Collected data entries
____________________
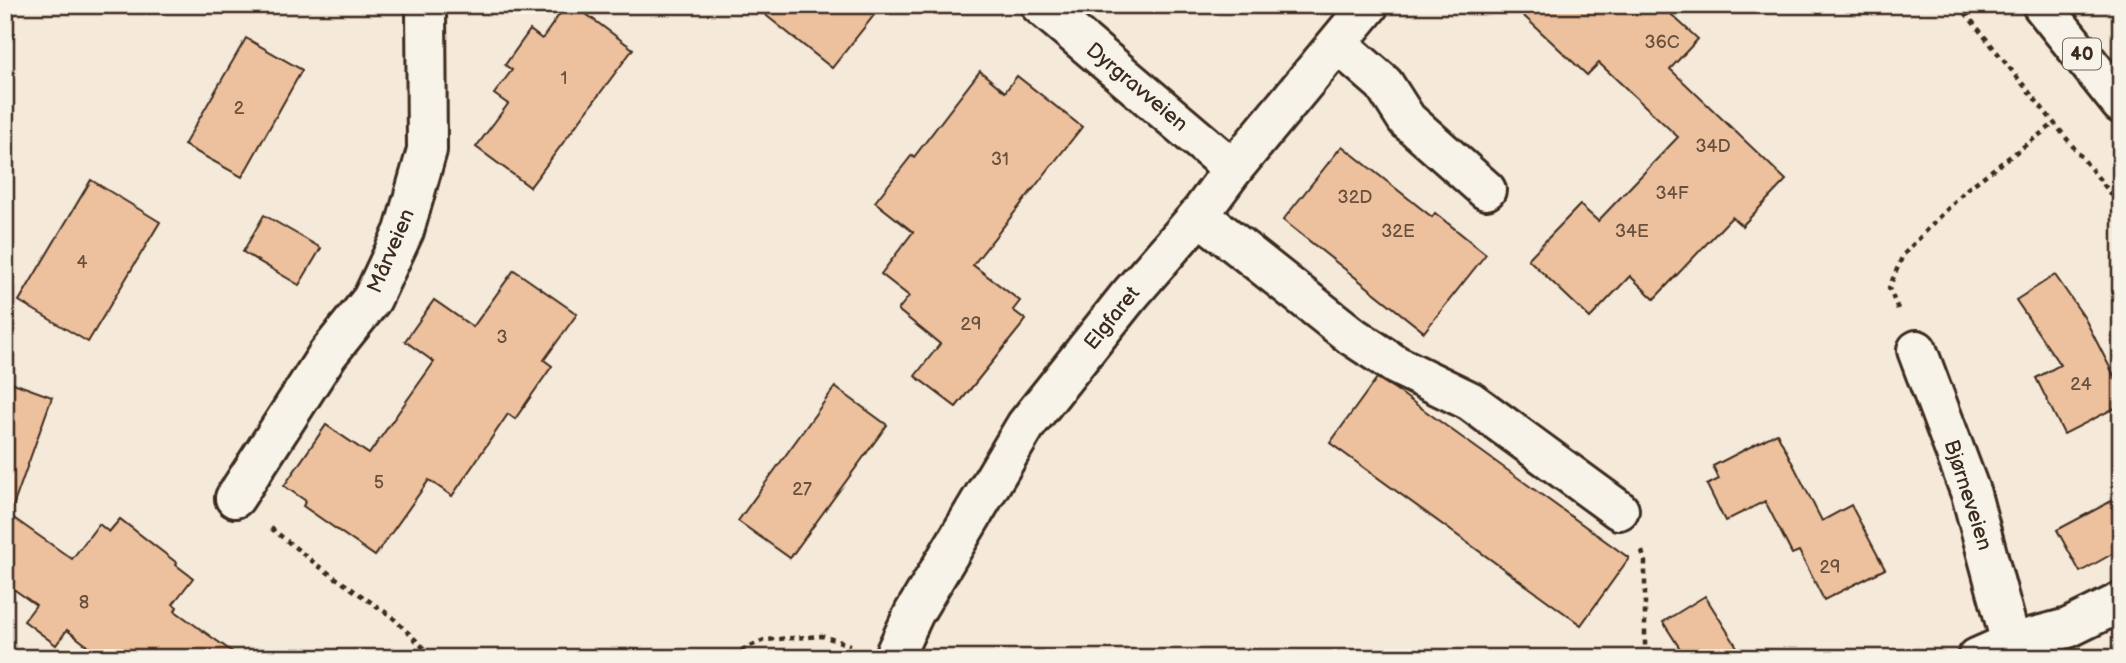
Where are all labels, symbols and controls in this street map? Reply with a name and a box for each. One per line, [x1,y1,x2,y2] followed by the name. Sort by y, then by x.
[1645,32,1680,53] house number: 36C
[1081,37,1193,137] street label: Dyrgravveien
[2063,38,2101,70] road number: 40
[561,68,567,89] house number: 1
[234,98,245,119] house number: 2
[1695,136,1731,157] house number: 34D
[991,149,1009,170] house number: 31
[1656,183,1689,204] house number: 34F
[1338,187,1372,208] house number: 32D
[362,205,420,297] street label: Mårveien
[1381,221,1415,242] house number: 32E
[1615,221,1649,242] house number: 34E
[77,252,88,273] house number: 4
[1079,281,1145,355] street label: Elgfaret
[960,314,982,335] house number: 29
[496,327,508,348] house number: 3
[2070,374,2092,395] house number: 24
[1938,437,1998,553] street label: Bjørneveien
[374,472,384,493] house number: 5
[792,479,812,500] house number: 27
[1819,557,1841,578] house number: 29
[79,592,89,613] house number: 8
____________________
Here the job is to print the data above exactly, except for any pictures.

Response:
Where are all labels, symbols and controls in this street map? Reply with a name and a box for each. One per line, [x1,y1,x2,y2] followed by the name. Sort by y, then by x.
[1645,32,1680,53] house number: 36C
[1081,37,1193,137] street label: Dyrgravveien
[2063,38,2101,70] road number: 40
[561,68,567,89] house number: 1
[234,98,245,119] house number: 2
[1695,136,1731,157] house number: 34D
[991,149,1009,170] house number: 31
[1656,183,1689,204] house number: 34F
[1338,187,1372,208] house number: 32D
[362,205,420,297] street label: Mårveien
[1381,221,1415,242] house number: 32E
[1615,221,1649,242] house number: 34E
[77,252,88,273] house number: 4
[1079,281,1145,355] street label: Elgfaret
[960,314,982,335] house number: 29
[496,327,508,348] house number: 3
[2070,374,2092,395] house number: 24
[1938,437,1998,553] street label: Bjørneveien
[374,472,384,493] house number: 5
[792,479,812,500] house number: 27
[1819,557,1841,578] house number: 29
[79,592,89,613] house number: 8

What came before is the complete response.